Tuesday, December 04, 2007

Open Comment Thread: Books Belle Should Read

Dear Readers,

You all are far more literate than I am. Mainly because I stopped being an English major in June, 2002, and became a Law Student. Throughout law school, I didn't read nearly enough fiction, due to all the cases and law review articles I had to read. I read maybe 10 books a year, and mostly during the summer when I wasn't working. I've been reading quite a bit more since May, 2005, but it's mostly been filling in the gaps in Western Canon reading. I did this thing where I re-read a bunch of books from my childhood too, and let me tell you, Madame Bovary is better at 25 than it was at the age of 11. At least, I think I "got" it more. Also, plowing through a bunch of Dickens and Dostoevsky (a couple of re-reads, some for the first time) took some time (and I didn't even finish all of Dickens!). And I added non-fiction (mostly law and political science) books to the menu, which took even more time.

I am not as literate as I would like to be. I certainly am not aware of all the good stuff out there. I have huge gaps in my reading list. I am also gearing up for 2008, when I will start The Fifty Book Challenge. These will be 50 NEW books, not re-reads. I am not going to count non-fiction, because it is cheating if I add sociology or legal texts that I use for work. This is to be purely recreational reading, and that means fiction. I will probably be able to go over 50 books, because I tend to procrastinate by reading since I don't watch TV. But I would appreciate your suggestions, you literate, self-congratulating, pushy people.

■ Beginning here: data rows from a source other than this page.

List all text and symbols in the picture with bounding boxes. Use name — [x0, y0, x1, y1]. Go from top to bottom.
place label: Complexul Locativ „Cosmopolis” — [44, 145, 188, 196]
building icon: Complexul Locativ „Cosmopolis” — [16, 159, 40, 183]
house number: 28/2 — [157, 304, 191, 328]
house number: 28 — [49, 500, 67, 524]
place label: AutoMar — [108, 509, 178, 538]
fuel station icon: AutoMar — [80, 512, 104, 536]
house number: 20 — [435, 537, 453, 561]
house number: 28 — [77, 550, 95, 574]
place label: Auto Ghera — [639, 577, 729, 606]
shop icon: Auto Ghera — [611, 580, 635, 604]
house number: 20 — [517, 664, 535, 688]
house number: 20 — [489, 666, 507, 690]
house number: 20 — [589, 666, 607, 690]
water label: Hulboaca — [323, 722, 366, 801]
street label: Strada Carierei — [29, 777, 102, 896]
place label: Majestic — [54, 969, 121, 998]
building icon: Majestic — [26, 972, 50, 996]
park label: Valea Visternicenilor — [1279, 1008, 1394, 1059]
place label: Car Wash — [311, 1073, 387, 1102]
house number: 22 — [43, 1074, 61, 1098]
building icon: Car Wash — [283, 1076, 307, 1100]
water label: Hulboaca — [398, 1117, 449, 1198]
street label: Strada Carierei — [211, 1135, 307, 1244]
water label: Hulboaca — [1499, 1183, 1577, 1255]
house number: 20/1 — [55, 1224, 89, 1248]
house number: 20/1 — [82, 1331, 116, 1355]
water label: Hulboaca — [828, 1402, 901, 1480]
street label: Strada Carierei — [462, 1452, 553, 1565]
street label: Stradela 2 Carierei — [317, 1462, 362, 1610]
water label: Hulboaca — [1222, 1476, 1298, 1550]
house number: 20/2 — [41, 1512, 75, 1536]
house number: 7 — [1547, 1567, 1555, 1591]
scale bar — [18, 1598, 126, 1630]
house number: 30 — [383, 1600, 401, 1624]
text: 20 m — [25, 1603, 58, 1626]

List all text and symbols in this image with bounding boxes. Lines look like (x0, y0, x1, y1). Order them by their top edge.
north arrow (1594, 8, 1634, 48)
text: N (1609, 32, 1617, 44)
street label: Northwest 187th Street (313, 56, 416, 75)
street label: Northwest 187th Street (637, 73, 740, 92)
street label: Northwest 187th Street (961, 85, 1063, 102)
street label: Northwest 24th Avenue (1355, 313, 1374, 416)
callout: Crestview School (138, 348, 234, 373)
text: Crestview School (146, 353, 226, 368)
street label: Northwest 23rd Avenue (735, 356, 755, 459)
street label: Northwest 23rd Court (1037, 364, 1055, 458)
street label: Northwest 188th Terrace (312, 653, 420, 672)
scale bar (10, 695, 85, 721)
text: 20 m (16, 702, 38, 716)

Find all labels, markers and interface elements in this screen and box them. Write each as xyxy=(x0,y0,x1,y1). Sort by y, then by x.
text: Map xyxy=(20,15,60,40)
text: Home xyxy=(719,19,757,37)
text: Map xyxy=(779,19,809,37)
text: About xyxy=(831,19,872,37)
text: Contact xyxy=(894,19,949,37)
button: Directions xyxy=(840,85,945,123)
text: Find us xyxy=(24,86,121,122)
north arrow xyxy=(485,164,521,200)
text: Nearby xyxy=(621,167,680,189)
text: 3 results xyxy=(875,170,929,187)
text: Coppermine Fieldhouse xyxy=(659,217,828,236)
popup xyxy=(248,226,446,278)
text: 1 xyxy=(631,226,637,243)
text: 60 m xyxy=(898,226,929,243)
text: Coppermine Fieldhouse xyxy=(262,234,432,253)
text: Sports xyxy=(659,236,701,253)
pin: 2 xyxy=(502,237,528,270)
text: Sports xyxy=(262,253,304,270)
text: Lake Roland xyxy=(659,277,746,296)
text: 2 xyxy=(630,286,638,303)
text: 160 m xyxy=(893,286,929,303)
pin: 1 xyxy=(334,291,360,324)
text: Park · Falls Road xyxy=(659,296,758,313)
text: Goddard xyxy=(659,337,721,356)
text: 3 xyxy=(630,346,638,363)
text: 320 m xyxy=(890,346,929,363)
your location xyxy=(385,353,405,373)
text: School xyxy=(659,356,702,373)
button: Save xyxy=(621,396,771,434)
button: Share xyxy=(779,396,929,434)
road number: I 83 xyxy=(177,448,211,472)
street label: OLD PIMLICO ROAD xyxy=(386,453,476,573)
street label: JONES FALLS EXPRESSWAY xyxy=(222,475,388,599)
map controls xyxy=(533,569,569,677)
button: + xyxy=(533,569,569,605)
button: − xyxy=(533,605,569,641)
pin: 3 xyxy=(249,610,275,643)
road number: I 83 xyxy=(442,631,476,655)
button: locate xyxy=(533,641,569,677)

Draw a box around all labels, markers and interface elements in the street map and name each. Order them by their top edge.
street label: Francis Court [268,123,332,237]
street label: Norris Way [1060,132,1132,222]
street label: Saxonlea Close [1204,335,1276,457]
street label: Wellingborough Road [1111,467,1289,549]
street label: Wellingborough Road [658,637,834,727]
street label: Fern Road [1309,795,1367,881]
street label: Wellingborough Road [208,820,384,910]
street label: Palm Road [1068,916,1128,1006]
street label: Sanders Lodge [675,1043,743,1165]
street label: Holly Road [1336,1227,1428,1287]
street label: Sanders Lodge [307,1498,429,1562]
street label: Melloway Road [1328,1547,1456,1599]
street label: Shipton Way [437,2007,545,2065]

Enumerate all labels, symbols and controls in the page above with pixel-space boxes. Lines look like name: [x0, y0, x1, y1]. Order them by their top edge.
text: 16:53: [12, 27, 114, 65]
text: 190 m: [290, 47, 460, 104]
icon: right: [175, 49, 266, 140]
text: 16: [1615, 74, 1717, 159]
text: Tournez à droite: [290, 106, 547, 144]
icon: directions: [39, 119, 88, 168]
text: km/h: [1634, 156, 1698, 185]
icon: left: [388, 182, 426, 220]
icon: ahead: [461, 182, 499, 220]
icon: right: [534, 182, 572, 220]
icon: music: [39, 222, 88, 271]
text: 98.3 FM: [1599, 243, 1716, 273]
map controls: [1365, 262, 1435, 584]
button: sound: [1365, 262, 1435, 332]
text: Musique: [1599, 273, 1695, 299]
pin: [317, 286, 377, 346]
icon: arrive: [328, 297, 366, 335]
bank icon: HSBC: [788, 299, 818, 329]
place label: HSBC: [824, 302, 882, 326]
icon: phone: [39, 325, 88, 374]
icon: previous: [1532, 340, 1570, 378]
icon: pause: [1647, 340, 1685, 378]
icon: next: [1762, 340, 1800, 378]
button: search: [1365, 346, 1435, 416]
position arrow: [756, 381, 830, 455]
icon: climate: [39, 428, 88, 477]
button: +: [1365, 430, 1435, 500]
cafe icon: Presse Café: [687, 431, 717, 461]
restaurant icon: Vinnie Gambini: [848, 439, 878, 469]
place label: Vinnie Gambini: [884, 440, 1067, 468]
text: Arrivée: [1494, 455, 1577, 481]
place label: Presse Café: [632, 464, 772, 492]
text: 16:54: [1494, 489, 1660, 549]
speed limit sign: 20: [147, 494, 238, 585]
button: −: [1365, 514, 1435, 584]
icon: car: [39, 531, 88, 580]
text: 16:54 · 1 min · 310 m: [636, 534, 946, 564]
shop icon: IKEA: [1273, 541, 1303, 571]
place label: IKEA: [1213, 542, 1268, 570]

For instance, I have never heard of this David Markson author that I should be reading according to John B. and Ben Wolfson. Any other authors come to mind that you think an educated, literate Belle simply must read?I am sure I will be able to come up with a list of classics, but I ask you for suggestions for:

1. Authors/works I must read from the 20th century
2. Authors/works I must read from countries other than England or America from any period
3. Authors/works in genres I have not yet explored, e.g. science fiction, fantasy, mystery.
4. Works in awesome authors' oeuvres that I may have glanced over
5. Anything else you think I should read, even if you think I have read it.
6. Short story collections count.

I tend to knock out authors one at a time, but lately I've been too attached to buying books rather than borrowing, which limits this method. When I was in high school, I read everything by John Irving thanks to the Suburban Public Library. This was largely a waste of time, but I couldn't have known that then. Currently, I am interested in reading (almost) everything written by:

1. Thomas Hardy (I've only read a few)
2. Charles Dickens (I've only read half)
3. J.M. Coetzee
4. Ian MacEwan
5. George Eliot
6. Henry James
7. Joyce Carol Oates
8. Anthony Trollope
9. Evelyn Waugh
10. Nikolai Gogol
11. H. Murakami

Books on the list, some of which I may get through before The Fifty Book Challenge:

1. The March
2. Jonathan Strange and Mr. Norrell
3. A Room With A View
4. Samedi The Deafness
5. The Master

Make the suggestions now, so that I can scour the used bookstores in Liberal College City during my week of break before I fly home to visit my parents in the Intellectual Deathtrap. But during the winter break, I will be driving 20 miles or so to meet up with The Roving Commenter in Random Port City, where exists a large, amazing used bookstore that according to TRC rivals Powell's in Oregon.